**What the exercise asks**
Since pictures are not wanted, repeat only the text of the records, word for word.

**Collected data entries**
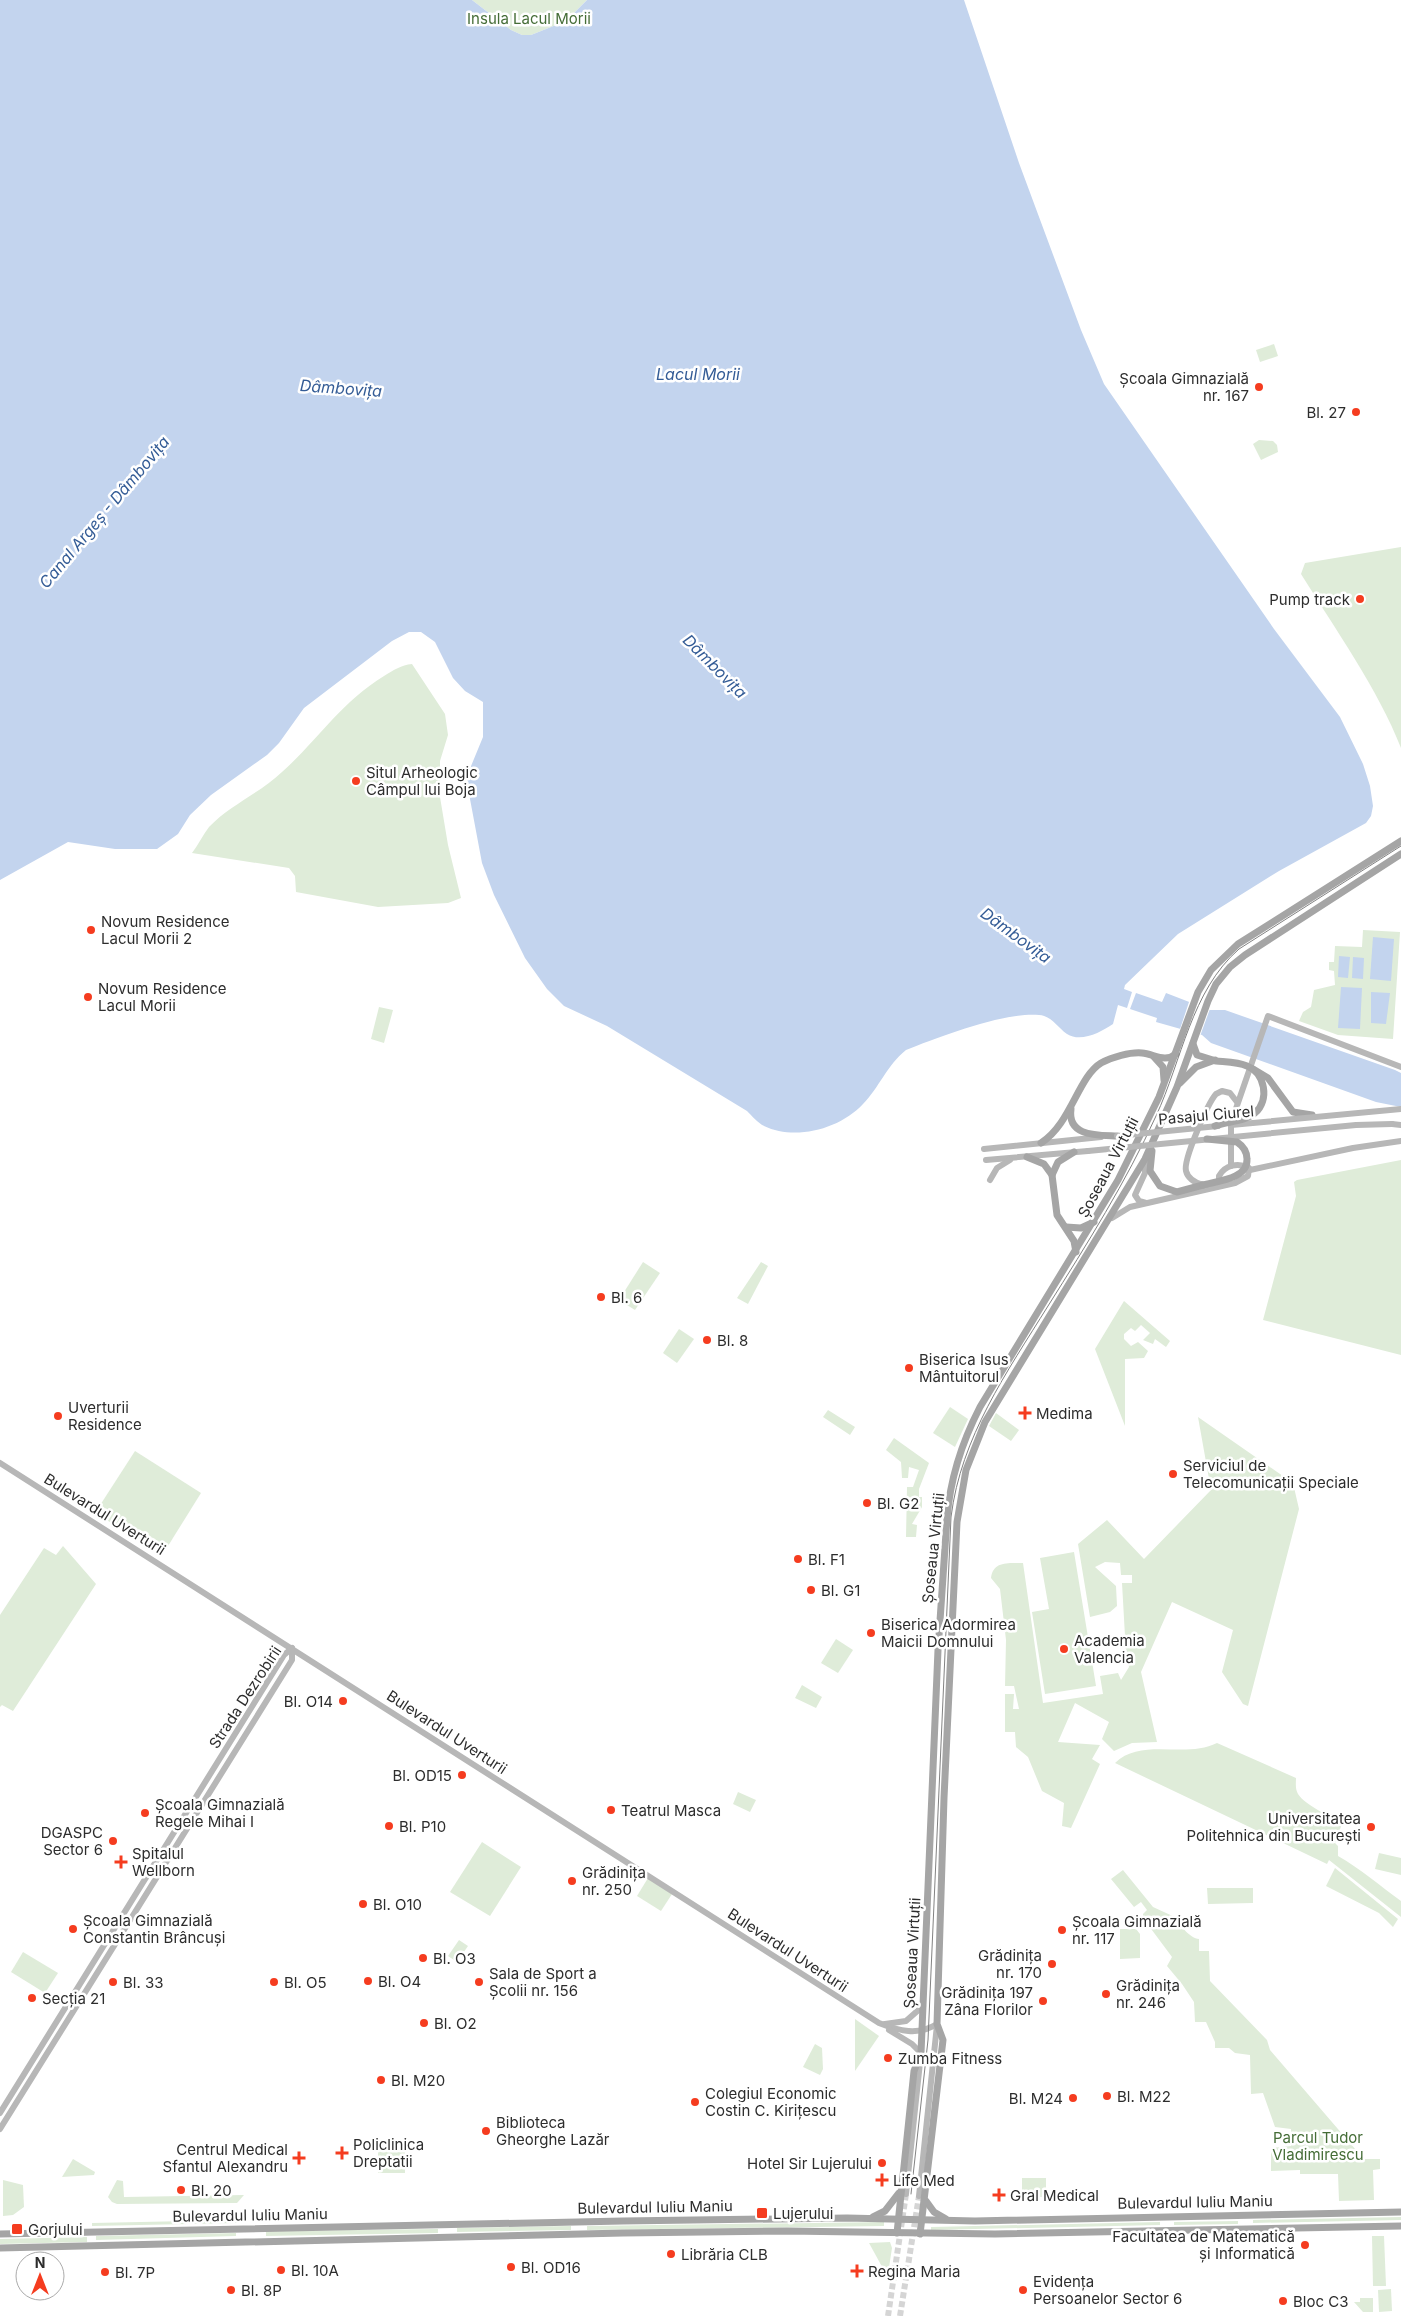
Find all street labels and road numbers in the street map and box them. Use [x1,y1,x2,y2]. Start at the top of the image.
street label: Pasajul Ciurel [1157,1101,1255,1129]
street label: Șoseaua Virtuții [1074,1113,1142,1221]
street label: Bulevardul Uverturii [41,1469,169,1559]
street label: Șoseaua Virtuții [918,1492,948,1604]
street label: Strada Dezrobirii [205,1642,285,1752]
street label: Bulevardul Uverturii [383,1686,511,1778]
street label: Șoseaua Virtuții [900,1897,924,2009]
street label: Bulevardul Uverturii [724,1904,852,1996]
street label: Bulevardul Iuliu Maniu [1117,2191,1273,2213]
street label: Bulevardul Iuliu Maniu [577,2196,733,2218]
street label: Bulevardul Iuliu Maniu [172,2204,328,2226]

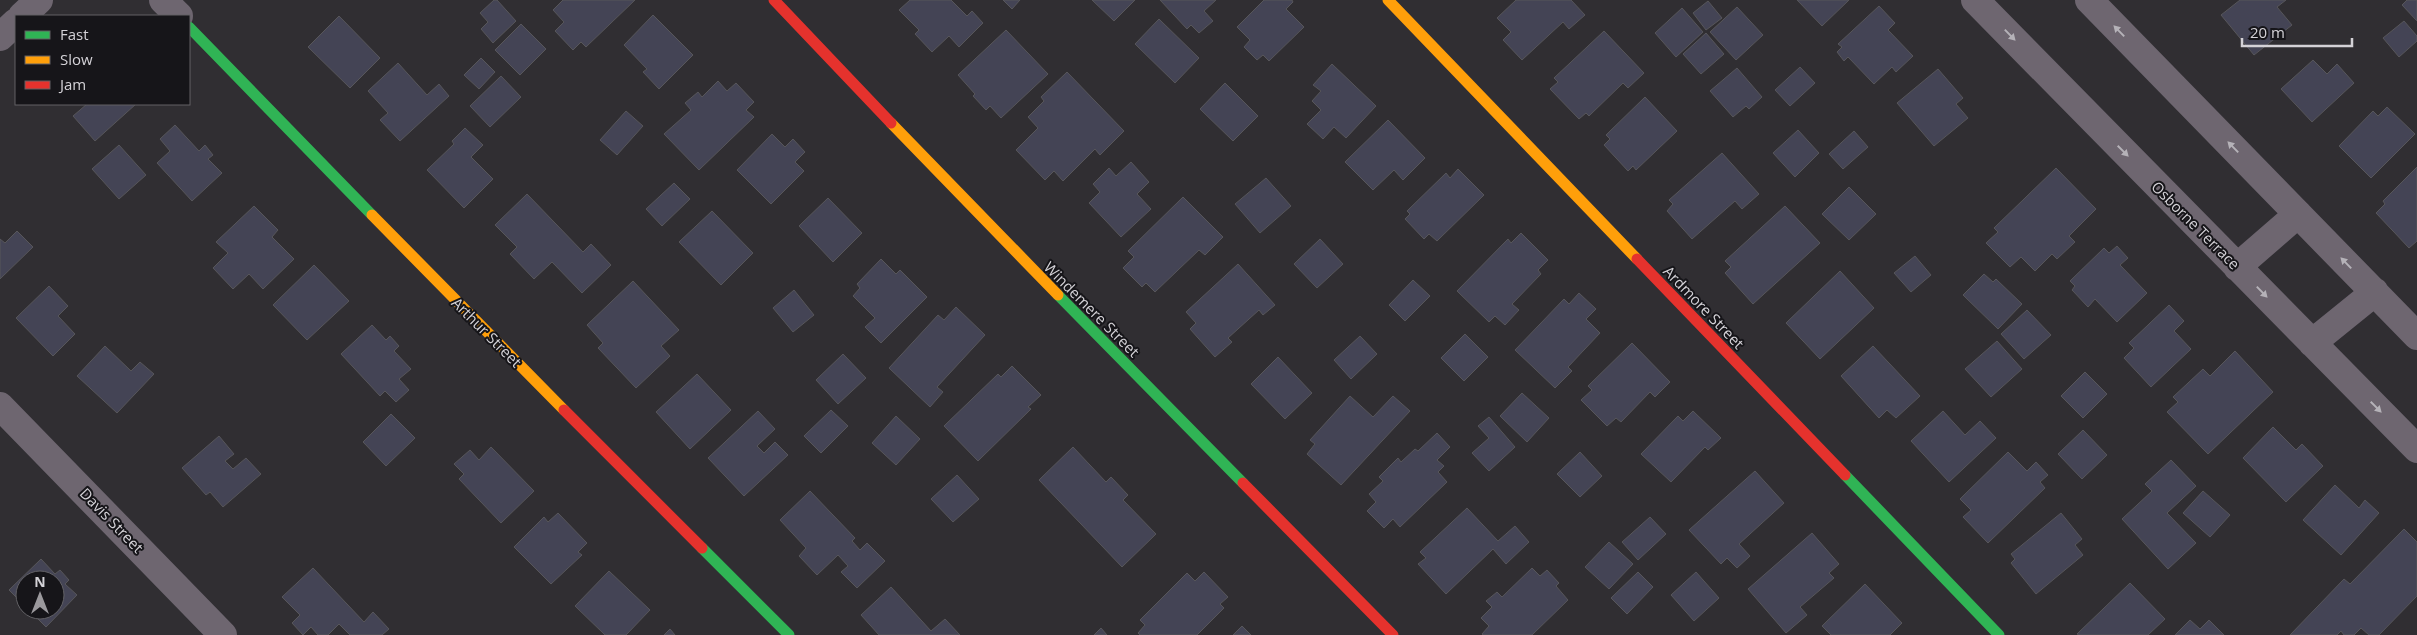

**Task result**
Find all street labels and road numbers in the street map and box them. Use [x1,y1,x2,y2]. Start at the top of the image.
street label: Pasajul Ciurel [1157,1101,1255,1129]
street label: Șoseaua Virtuții [1074,1113,1142,1221]
street label: Bulevardul Uverturii [41,1469,169,1559]
street label: Șoseaua Virtuții [918,1492,948,1604]
street label: Strada Dezrobirii [205,1642,285,1752]
street label: Bulevardul Uverturii [383,1686,511,1778]
street label: Șoseaua Virtuții [900,1897,924,2009]
street label: Bulevardul Uverturii [724,1904,852,1996]
street label: Bulevardul Iuliu Maniu [1117,2191,1273,2213]
street label: Bulevardul Iuliu Maniu [577,2196,733,2218]
street label: Bulevardul Iuliu Maniu [172,2204,328,2226]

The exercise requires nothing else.